Do not use liquid cleaner, human shampoo, or dish washing liquid as such liquids can dry out your dog’s hair. Bathing the dog, allowing him to dry, bathing him again, allowing him to dry, and grooming him will take care of all but the most stubborn odors.
But what if your Border Collie gets “skunked”? You had better hope you have some place to keep him outside; it is better that his kennel or doghouse gets a little smelly than your house.
It may take two or three weeks for the smell to go away, even if you take action.
Removing Skunk Odor
- Check for eye irritation. If your Border Collie paws at his eyes, or has red eyes, relieve the irritation with nonprescription eye drops or olive oil.
- Put on a pair of rubber gloves and use a dog shampoo to wash the sprayed dog.
- While the dog dries a little, take a trip to the grocery store for several cans of tomato juice–do not bother buying the best. Remember, you will be pouring it over a smelly dog.
- When you get home, pour enough tomato juice on the dog to soak its coat through. Let it dry for about 30 minutes and wash it out.
- Let the dog dry a little while, then soak with tomato juice again. Let it dry another half-hour, rinse, and let dry.
- Hopefully, the skunk odor should be at least tolerable. You will probably have to shampoo more than once after this to get the odor completely out of your Border Collie’s fur.
Checking the Anal Glands
One of the most unpleasant duties any dog owner will ever have to perform is checking the anal glands. These are a pair of glands at about five o’clock and seven o’clock just inside the dog’s anus. The glands themselves are about the size of a kidney bean with a short outlet to the anus.
When these outlets become impacted and/or the glands become infected, problems can occur.

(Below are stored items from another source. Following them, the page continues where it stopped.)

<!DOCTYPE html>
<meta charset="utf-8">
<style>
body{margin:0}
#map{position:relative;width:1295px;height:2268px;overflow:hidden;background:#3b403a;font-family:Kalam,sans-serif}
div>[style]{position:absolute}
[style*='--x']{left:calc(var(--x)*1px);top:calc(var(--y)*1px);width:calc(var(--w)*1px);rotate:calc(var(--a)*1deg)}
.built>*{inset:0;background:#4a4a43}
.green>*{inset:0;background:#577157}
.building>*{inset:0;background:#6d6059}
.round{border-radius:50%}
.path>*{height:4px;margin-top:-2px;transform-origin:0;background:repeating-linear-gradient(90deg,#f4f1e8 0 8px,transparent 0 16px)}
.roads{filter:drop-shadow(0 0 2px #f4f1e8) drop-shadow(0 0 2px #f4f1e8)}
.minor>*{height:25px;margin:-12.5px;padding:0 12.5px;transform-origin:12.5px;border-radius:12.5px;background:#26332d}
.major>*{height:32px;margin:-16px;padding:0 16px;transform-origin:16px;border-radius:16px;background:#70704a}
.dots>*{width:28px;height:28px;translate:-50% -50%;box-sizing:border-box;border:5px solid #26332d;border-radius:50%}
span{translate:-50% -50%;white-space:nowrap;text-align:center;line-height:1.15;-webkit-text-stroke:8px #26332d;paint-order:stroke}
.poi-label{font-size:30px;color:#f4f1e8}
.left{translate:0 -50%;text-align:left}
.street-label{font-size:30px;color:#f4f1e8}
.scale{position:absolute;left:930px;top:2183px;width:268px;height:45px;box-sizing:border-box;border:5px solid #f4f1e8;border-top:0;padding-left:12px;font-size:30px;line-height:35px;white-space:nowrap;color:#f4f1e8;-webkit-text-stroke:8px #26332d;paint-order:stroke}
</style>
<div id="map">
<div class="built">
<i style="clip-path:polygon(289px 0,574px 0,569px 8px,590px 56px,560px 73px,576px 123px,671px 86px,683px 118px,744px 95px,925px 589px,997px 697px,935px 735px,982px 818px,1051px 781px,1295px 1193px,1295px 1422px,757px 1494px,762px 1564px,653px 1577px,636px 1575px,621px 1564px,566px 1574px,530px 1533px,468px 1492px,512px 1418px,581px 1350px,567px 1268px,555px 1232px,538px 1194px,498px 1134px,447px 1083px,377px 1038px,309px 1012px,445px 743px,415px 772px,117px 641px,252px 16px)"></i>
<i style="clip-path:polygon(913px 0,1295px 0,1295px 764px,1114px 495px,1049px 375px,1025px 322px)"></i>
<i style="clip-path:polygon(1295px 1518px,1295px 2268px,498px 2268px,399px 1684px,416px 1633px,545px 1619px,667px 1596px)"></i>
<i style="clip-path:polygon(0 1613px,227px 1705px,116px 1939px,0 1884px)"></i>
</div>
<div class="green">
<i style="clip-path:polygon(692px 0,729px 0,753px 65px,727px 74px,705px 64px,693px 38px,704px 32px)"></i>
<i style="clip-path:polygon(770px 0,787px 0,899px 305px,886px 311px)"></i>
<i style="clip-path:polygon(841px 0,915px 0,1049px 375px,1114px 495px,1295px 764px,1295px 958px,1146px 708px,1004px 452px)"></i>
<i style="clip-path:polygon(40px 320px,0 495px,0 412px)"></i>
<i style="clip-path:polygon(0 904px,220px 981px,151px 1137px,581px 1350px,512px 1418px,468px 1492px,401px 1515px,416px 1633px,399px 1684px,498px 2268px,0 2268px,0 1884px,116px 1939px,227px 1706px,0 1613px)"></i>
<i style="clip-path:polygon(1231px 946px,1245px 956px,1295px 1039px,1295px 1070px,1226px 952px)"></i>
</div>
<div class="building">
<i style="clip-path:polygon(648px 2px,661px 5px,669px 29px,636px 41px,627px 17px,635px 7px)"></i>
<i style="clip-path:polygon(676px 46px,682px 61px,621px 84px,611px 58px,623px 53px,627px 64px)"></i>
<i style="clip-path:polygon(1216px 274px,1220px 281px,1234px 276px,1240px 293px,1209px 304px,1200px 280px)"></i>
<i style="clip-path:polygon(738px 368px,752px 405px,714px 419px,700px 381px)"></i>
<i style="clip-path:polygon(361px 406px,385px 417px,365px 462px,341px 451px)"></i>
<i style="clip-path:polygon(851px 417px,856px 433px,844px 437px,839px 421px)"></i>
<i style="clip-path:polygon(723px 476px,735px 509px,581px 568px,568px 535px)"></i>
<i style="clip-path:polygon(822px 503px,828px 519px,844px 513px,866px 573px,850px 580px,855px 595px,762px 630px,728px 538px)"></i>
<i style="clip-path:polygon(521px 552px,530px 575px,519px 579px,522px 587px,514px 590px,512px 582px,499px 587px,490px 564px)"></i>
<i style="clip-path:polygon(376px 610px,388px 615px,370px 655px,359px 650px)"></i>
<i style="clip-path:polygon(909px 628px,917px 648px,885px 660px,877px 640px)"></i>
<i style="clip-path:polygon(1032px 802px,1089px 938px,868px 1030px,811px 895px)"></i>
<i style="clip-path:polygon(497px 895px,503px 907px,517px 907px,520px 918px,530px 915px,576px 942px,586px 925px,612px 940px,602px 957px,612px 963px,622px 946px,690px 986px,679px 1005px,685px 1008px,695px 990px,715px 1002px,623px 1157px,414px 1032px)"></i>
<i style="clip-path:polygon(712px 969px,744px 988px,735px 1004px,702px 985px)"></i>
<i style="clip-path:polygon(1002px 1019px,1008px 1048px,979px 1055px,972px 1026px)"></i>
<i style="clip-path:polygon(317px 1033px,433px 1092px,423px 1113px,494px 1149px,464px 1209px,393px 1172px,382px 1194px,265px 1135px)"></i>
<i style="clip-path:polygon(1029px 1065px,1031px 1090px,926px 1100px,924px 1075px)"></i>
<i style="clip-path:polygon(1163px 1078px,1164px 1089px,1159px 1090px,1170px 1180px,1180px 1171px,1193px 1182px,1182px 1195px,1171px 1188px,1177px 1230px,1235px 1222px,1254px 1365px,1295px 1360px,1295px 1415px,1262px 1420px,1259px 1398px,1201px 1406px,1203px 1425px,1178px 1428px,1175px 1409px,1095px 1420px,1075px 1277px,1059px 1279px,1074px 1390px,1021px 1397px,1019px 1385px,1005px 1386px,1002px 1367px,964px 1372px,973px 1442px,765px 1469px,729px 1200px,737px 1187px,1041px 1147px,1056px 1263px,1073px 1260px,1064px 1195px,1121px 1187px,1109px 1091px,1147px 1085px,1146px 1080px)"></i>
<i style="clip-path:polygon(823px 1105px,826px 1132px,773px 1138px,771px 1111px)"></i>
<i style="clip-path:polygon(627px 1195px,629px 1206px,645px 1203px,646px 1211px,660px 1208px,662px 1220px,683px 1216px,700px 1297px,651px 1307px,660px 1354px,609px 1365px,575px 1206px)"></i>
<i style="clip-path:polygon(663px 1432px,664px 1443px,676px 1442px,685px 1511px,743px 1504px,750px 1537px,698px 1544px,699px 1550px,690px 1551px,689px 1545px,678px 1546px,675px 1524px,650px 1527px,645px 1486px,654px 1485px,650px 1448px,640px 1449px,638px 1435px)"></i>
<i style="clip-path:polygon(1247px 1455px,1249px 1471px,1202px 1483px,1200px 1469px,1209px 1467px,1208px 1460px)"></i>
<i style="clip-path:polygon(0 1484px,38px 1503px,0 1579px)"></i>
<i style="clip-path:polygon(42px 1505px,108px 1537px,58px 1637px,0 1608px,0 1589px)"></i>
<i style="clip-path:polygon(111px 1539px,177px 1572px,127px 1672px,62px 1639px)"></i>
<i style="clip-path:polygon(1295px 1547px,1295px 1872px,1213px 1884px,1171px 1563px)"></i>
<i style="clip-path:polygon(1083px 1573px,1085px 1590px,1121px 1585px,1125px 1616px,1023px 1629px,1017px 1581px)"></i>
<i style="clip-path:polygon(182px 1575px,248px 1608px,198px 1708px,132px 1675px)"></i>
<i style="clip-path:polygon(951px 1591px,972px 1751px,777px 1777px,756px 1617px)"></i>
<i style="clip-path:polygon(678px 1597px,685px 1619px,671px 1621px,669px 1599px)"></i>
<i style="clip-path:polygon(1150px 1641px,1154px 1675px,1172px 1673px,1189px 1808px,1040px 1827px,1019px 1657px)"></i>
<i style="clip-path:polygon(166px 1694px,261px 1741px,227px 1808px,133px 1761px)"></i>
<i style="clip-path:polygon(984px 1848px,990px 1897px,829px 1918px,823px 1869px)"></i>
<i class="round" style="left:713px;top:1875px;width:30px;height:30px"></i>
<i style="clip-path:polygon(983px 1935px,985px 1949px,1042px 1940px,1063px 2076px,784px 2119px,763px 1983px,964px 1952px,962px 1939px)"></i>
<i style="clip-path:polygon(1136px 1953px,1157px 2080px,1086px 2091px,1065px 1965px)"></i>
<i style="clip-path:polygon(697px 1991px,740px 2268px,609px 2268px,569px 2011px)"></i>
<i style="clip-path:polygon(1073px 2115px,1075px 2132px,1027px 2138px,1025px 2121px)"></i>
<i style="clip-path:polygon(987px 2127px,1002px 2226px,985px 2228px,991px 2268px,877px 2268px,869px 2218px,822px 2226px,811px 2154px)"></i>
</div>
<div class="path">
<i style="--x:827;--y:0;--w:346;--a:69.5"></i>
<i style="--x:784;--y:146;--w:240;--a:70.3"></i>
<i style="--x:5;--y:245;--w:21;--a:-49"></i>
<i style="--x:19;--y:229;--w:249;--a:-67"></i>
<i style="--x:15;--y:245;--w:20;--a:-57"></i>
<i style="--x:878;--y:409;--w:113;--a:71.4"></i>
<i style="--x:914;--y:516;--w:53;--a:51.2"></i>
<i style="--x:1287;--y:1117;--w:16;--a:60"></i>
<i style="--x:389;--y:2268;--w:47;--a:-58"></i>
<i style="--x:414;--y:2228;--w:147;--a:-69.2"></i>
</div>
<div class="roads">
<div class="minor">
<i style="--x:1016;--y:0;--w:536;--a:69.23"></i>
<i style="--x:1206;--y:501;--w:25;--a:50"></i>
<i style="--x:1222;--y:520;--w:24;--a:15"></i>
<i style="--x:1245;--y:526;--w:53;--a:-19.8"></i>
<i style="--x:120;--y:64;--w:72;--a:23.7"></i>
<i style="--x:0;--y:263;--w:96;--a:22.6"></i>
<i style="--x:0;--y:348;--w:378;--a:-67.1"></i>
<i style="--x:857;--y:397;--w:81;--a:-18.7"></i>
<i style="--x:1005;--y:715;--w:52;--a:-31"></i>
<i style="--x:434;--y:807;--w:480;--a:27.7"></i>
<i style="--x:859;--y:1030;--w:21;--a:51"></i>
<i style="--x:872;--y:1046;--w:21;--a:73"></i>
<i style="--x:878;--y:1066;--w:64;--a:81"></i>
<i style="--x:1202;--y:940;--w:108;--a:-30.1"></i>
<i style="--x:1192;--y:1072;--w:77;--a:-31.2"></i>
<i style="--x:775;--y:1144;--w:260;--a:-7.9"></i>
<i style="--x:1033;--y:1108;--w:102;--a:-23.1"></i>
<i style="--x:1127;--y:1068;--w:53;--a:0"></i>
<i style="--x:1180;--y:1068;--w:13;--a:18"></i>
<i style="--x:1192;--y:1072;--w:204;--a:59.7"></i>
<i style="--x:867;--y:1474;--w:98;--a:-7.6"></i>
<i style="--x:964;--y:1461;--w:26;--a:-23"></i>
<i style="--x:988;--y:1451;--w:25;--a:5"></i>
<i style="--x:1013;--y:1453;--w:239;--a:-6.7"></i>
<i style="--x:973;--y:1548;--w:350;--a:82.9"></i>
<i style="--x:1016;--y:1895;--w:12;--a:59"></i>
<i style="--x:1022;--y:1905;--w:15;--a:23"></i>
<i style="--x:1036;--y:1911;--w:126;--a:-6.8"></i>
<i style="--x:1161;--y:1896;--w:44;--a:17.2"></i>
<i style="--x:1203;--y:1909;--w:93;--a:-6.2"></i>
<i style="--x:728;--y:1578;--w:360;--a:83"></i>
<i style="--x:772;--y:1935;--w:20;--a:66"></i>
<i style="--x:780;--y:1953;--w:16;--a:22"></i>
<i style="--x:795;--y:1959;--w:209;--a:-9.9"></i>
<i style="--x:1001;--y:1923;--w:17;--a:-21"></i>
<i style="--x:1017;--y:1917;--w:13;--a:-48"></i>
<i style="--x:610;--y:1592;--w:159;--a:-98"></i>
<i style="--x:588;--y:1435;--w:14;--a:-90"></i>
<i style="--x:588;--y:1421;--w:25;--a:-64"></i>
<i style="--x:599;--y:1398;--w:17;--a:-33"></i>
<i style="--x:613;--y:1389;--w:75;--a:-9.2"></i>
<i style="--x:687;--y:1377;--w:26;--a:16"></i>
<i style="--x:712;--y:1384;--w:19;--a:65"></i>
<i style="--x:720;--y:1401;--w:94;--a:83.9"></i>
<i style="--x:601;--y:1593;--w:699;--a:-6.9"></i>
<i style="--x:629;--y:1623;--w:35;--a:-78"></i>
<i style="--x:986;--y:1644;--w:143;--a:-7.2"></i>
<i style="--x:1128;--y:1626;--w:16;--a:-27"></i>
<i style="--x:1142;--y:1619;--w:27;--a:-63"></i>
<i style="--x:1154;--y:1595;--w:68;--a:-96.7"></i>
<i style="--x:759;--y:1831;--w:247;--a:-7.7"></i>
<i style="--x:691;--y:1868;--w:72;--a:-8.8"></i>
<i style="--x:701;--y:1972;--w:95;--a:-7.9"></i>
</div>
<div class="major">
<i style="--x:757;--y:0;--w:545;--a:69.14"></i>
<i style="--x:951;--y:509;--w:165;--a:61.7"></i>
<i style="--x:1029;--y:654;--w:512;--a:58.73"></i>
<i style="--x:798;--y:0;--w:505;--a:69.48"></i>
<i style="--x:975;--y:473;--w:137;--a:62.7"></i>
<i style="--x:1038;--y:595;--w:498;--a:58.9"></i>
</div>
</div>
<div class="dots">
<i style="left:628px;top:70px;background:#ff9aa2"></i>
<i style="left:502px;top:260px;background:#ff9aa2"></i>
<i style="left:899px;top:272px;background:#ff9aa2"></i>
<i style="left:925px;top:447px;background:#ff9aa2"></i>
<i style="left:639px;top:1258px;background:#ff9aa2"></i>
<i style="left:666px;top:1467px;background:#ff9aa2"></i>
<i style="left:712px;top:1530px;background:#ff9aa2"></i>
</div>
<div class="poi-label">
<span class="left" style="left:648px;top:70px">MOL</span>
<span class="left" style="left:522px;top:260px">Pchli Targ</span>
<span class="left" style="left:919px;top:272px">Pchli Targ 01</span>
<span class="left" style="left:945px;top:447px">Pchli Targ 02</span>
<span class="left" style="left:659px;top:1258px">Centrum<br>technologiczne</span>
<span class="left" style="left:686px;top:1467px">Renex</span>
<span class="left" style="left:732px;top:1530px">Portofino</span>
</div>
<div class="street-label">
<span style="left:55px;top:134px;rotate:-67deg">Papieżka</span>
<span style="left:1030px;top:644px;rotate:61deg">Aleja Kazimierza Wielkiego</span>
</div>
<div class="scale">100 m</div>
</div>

Tip offs can be when a dog licks his anus much more than usual, turns around and around as if he is trying to catch the base of his tail, or scoots along on his rear through grass or along carpet.
Scooting: Please understand that if the Border Collie is suffering enough discomfort at this point to scoot around, best get him outside.
Odor: Frequently, along with the scooting comes one of the most atrocious smells dogs can produce.
The Groomer or Veterinarian
Even though cleaning the glands is a relatively easy task, some owners are not comfortable doing it themselves. No matter who does it, as soon as your dog shows these signs, have your veterinarian or your groomer do it.
If the problem is chronic, ask someone who knows the procedure to show you how so the trips to the veterinarian or groomer will not be so regular. In some extreme cases, your veterinarian may have to treat an extreme infection with antibiotics.
Under most circumstances the anal gland does not have to be cleaned or emptied; natural pressure from bowel movements will empty the glands normally, so regular cleaning of healthy anal glands is not only unnecessary but can actually be harmful.
Keep an eye on your Border Collie, but do not overdo care in this area.